I don't know that there's a good use case for this. For floating addition, tree-based summation can greatly reduce total roundoff error, but that's not true of floating multiplication.

The advantage for prod(range(2, 50001)) doesn't really stem from turning it into a tree reduction, but instead for that specific input sequence "the tree" happens to do a decent job of keeping multiplicands more-or-less balanced in size (bit length), which eventually allows Karatsuba multiplication to come into play. If CPython didn't implement Karatsuba multiplication, tree reduction wouldn't improve speed: if the inputs are in sequence xs, regardless how school-book multiplication is grouped, or rearranged, the time needed is proportional to

    sum(a * b for a, b in combinations([x.bit_length() for x in xs], 2))

So if the real point is to speed large products of integers, a different approach is wanted: keep track of intermediate products' bit lengths, and at each step strive to multiply partial products near the same length.
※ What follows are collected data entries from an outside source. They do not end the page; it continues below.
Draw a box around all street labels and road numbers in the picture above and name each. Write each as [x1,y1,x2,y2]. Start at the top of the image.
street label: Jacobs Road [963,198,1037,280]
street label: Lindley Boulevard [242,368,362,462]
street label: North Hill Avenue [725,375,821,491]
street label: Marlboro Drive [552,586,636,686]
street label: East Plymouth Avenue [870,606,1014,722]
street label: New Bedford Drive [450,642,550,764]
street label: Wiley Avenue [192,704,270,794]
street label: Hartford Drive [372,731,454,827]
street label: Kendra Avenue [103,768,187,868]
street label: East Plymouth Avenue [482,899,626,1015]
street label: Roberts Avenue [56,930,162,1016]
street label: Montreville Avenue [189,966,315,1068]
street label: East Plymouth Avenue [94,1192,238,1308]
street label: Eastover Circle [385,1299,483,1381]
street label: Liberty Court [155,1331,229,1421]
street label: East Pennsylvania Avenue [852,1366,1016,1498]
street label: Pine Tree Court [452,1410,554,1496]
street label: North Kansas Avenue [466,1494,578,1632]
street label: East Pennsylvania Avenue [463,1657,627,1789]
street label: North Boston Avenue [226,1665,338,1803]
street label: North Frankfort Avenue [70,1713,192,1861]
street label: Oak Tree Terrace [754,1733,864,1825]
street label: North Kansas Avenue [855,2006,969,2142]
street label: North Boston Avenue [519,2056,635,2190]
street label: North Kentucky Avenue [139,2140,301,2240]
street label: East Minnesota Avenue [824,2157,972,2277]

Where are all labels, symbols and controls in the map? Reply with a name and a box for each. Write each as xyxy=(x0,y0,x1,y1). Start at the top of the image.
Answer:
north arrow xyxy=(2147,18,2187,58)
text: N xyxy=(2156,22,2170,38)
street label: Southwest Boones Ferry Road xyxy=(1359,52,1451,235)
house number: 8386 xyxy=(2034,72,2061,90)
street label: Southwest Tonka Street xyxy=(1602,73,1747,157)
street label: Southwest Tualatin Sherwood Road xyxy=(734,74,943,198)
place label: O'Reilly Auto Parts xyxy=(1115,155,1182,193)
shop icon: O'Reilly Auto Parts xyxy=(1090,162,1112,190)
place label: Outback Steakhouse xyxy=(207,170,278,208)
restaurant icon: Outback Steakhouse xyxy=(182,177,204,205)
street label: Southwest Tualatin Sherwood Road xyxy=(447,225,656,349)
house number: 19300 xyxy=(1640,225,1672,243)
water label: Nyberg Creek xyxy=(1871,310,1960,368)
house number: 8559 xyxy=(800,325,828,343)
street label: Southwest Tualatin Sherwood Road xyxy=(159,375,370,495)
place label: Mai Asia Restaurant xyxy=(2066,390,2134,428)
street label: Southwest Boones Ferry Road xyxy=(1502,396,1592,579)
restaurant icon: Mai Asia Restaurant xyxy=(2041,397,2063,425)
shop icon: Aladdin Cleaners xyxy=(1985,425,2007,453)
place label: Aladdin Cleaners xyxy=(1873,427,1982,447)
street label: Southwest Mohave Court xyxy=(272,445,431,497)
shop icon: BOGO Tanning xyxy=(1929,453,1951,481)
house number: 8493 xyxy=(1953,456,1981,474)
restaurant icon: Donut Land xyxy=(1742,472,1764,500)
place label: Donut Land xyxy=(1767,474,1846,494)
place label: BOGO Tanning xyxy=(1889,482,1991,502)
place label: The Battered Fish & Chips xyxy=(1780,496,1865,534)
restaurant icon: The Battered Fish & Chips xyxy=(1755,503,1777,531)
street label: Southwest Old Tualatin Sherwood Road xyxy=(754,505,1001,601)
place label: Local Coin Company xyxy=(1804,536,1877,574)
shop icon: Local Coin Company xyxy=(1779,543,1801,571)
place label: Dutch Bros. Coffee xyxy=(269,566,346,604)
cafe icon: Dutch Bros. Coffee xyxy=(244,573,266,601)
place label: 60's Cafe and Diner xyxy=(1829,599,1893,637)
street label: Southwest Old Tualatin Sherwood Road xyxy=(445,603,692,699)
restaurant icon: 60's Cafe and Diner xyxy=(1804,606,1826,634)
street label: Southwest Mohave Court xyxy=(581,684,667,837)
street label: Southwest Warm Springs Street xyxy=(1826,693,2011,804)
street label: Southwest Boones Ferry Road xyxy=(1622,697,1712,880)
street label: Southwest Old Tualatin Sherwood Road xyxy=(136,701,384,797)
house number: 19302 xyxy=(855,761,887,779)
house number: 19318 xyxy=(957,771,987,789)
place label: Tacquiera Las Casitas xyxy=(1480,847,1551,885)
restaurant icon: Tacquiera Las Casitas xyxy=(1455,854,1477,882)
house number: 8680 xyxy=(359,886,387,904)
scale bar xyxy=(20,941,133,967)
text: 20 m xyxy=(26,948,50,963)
This will reliably get Karatsuba into play if possible, and caters too to that Karatsuba is most valuable on multiplicands of the same bit length. When any of that happens from blind tree reduction, it's down to luck.

I've seen decent results from doing that with a fixed, small array A, which (very roughly speaking) combines "the next" integer `i` to multiply with the array entry A[i.bit_length().bit_length()] (and continues that with the new partial product, & so on, until hitting an array slot containing 1).